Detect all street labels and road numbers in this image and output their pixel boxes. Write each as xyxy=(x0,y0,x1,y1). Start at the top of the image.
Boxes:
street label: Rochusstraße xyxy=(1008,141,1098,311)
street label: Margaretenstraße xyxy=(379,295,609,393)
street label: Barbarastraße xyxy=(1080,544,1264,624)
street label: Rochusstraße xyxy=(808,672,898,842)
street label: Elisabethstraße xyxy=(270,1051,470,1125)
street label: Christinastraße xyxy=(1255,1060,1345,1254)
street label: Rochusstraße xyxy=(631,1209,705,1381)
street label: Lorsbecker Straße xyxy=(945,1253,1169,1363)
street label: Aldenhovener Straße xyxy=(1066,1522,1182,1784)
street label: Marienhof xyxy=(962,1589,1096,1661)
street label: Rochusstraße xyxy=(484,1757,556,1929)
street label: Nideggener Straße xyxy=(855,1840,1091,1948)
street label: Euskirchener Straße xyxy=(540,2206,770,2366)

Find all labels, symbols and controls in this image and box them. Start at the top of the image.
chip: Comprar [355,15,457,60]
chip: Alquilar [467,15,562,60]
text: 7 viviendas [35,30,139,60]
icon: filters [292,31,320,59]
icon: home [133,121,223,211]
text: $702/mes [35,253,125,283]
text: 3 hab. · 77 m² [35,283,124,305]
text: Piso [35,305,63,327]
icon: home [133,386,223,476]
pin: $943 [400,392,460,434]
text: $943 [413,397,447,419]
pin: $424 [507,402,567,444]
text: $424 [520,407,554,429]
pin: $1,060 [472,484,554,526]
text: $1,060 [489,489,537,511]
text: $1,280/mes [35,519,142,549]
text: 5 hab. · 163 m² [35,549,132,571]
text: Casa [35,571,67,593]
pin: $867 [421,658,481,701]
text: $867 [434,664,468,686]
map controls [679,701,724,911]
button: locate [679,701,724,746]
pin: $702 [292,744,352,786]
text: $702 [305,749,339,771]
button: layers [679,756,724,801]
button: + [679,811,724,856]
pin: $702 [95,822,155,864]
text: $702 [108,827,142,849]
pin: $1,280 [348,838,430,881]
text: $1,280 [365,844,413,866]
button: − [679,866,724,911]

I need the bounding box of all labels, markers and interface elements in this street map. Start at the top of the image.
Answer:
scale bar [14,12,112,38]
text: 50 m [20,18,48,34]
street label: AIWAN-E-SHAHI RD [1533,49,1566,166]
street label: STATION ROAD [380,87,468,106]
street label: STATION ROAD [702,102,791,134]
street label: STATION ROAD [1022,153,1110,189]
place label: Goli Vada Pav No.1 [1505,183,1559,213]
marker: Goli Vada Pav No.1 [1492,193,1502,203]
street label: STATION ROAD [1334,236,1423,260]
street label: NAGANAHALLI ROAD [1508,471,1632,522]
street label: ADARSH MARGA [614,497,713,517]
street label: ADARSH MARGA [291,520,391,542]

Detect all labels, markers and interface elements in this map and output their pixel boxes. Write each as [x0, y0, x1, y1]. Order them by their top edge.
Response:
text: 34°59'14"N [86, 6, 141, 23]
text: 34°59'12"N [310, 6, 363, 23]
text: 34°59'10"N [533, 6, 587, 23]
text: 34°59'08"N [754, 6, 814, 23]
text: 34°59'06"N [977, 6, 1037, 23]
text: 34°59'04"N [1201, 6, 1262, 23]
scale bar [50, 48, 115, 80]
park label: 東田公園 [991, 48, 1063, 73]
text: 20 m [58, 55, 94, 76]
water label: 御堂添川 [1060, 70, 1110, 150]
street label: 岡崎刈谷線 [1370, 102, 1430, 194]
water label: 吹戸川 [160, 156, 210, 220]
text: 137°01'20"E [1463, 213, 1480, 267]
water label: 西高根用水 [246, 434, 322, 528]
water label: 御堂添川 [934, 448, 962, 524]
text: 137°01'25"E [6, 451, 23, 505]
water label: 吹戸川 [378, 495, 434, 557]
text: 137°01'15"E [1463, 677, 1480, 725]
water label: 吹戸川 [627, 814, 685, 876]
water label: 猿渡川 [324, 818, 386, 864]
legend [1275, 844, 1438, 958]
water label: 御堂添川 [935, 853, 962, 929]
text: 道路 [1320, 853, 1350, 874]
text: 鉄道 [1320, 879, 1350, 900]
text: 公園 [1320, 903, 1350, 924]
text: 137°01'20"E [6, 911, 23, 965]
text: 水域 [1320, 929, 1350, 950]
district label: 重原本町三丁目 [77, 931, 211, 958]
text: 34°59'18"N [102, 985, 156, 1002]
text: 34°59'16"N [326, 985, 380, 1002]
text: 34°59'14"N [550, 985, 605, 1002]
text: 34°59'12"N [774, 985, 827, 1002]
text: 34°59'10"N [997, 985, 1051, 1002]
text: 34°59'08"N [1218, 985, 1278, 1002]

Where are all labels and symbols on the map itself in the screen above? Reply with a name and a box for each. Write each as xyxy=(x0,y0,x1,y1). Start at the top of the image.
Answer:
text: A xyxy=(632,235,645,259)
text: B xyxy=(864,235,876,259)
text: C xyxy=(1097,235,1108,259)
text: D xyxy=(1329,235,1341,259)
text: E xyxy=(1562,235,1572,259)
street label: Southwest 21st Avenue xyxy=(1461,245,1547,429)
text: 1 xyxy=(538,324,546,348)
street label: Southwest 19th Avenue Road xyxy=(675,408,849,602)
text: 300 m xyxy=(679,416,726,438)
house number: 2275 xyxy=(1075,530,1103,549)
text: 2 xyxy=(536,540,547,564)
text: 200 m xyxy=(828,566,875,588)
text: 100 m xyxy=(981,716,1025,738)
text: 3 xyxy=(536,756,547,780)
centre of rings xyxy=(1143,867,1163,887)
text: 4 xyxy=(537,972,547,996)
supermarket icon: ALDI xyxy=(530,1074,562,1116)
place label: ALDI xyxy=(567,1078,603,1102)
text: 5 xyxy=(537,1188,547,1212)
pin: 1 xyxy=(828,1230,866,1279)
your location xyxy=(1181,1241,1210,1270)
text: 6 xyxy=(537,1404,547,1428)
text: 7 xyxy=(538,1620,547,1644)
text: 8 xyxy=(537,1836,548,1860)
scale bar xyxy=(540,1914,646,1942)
★ ★ ★ ★ ★ ★ ★
What is expected |
Scan the records above for the lines holding "I need the bounding" and "Detect all labels, markers". Transcribe those two and every line between them word for word, and no others.

Solution for this task |
I need the bounding box of all labels, markers and interface elements in this street map. Start at the top of the image.
Answer:
scale bar [14,12,112,38]
text: 50 m [20,18,48,34]
street label: AIWAN-E-SHAHI RD [1533,49,1566,166]
street label: STATION ROAD [380,87,468,106]
street label: STATION ROAD [702,102,791,134]
street label: STATION ROAD [1022,153,1110,189]
place label: Goli Vada Pav No.1 [1505,183,1559,213]
marker: Goli Vada Pav No.1 [1492,193,1502,203]
street label: STATION ROAD [1334,236,1423,260]
street label: NAGANAHALLI ROAD [1508,471,1632,522]
street label: ADARSH MARGA [614,497,713,517]
street label: ADARSH MARGA [291,520,391,542]

Detect all labels, markers and interface elements in this map and output their pixel boxes. Write each as [x0, y0, x1, y1]. Order them by their top edge.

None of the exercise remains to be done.